The Court therefore denies Ocwen’s motion to dismiss Count I.
Illinois Mortgage Escrow Account Act Claims
Next, in Count II, the Shekars seek a “refund of interest monies” based on their allegations
that from September 2003 until September 2016 they paid money into their mortgage escrow
account and that Ocwen invested these amounts in interest bearing portfolios. They now claim that
they are entitled to the interest income on their mortgage escrow account under the Illinois
Mortgage Escrow Account Act, 765 ILCS 910/1 (“the Act”), as alleged in Count V.
Contrary to the Shekars’ claims, the Act does not provide for interest bearing escrow
accounts. See Olsen v. Financial Federal Sav. & Loan Ass’n, 434 N.E.2d 406, 410, 61 Ill.Dec. 253, 257,
105 Ill.App.3d 364, 368 (1st Dist. 1982). Rather, the Act provides for interest bearing certificates of
deposit in lieu of escrow accounts. Id.; Stern v. Norwest Mortgage, Inc., 672 N.E.2d 296, 298, 219
4
Ill.Dec. 788, 790, 284 Ill.App.3d 506, 507 (1st Dist. 1996); see also 765 ILCS 910/6. The Shekars do
not allege that they had any such certificate of deposit, but are specifically seeking interest on their
escrow account. Under the Act and Illinois case law, the Shekars’ claims for interest and damages
are untenable, and thus the Court grants Ocwen’s motion to dismiss Counts II and V.
Illinois Consumer Fraud and Deceptive Business Practices Act Claim
In Count III, the Shekars bring a claim under the Illinois Consumer Fraud and Deceptive
Practices Act (“ICFA”). See 815 ILCS 505/1, et seq. “To recover on a claim under the Act, a
plaintiff must plead and prove that the defendant committed a deceptive or unfair act with the intent
that others rely on the deception, that the act occurred in the course of trade or commerce, and that
it caused actual damages.” Vanzant v. Hill’s Pet Nutrition, Inc., 934 F.3d 730, 736 (7th Cir. 2019).

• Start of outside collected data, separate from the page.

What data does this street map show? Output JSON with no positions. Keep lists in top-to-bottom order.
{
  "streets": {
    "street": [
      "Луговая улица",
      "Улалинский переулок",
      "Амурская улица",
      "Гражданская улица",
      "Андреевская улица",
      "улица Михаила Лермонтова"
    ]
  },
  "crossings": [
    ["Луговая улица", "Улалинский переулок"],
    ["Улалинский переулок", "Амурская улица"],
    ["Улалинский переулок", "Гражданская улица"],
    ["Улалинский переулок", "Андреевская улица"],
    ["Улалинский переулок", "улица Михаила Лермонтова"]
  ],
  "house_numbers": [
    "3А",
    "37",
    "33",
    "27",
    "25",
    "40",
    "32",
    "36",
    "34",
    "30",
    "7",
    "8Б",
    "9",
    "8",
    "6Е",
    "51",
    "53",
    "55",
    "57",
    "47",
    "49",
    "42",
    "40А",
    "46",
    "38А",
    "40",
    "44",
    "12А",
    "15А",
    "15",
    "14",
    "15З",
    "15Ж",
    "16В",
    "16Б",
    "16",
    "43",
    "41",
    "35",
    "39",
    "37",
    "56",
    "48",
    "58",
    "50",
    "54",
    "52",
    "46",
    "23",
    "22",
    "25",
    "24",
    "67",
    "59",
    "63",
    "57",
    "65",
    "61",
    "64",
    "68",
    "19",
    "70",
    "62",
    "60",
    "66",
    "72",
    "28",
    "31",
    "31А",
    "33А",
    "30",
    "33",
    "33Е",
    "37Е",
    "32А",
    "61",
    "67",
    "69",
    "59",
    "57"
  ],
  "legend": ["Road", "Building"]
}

The Shekars allege that Ocwen’s counsel made a deceptive statement in the September 23,
2016 letter when he stated that they owed $698.49 due to the shortfall in their escrow account. They
further allege that Ocwen’s “fabricated” shortfall constitutes a deceptive business practice because
Ocwen was seeking amounts that were not due. The Shekars, however, have not alleged—nor could
they—that they relied on this deceptive act. To the contrary, the Shekars repeatedly refused to pay
the $698.49 shortfall because they claim they paid $1,077.00 into the escrow account for
homeowner’s insurance. In short, the Shekars were not deceived by Ocwen’s allegedly deceptive
conduct. See Roppo v. Travelers Commercial Ins. Co., 869 F.3d 568, 596 (7th Cir. 2017). The Court
grants Ocwen’s motion as to Count III.
Illinois Collection Agency Act Claim
In Count IV, the Shekars bring a claim based on the Illinois Collection Agency Act
(“ICAA”), 225 ILCS 425/9, in which they allege that Ocwen violated the Act by “[c]ommunicating
with third parties, including credit reporting bureaus, without prior written consent of Plaintiffs or a
court order, or disclosing information adversely affecting an individual’s creditworthiness knowing
5
the information to be false, or failing to disclose that the individual disputes the debt, knowing that
Plaintiffs did,” among other allegations. (Am. Compl. ¶ 44.) (internal citations omitted).
The overwhelming majority of courts in this district have concluded that there is no private
right of action under § 9 of the ICAA. See, e.g., Ali v. Portfolio Recovery Assoc., LLC, No. 15 C 6178,
2018 WL 4760284, at *10 (N.D. Ill. Sept. 30, 2018) (Coleman, J.); Johnson v. Alltran Educ., LP, No.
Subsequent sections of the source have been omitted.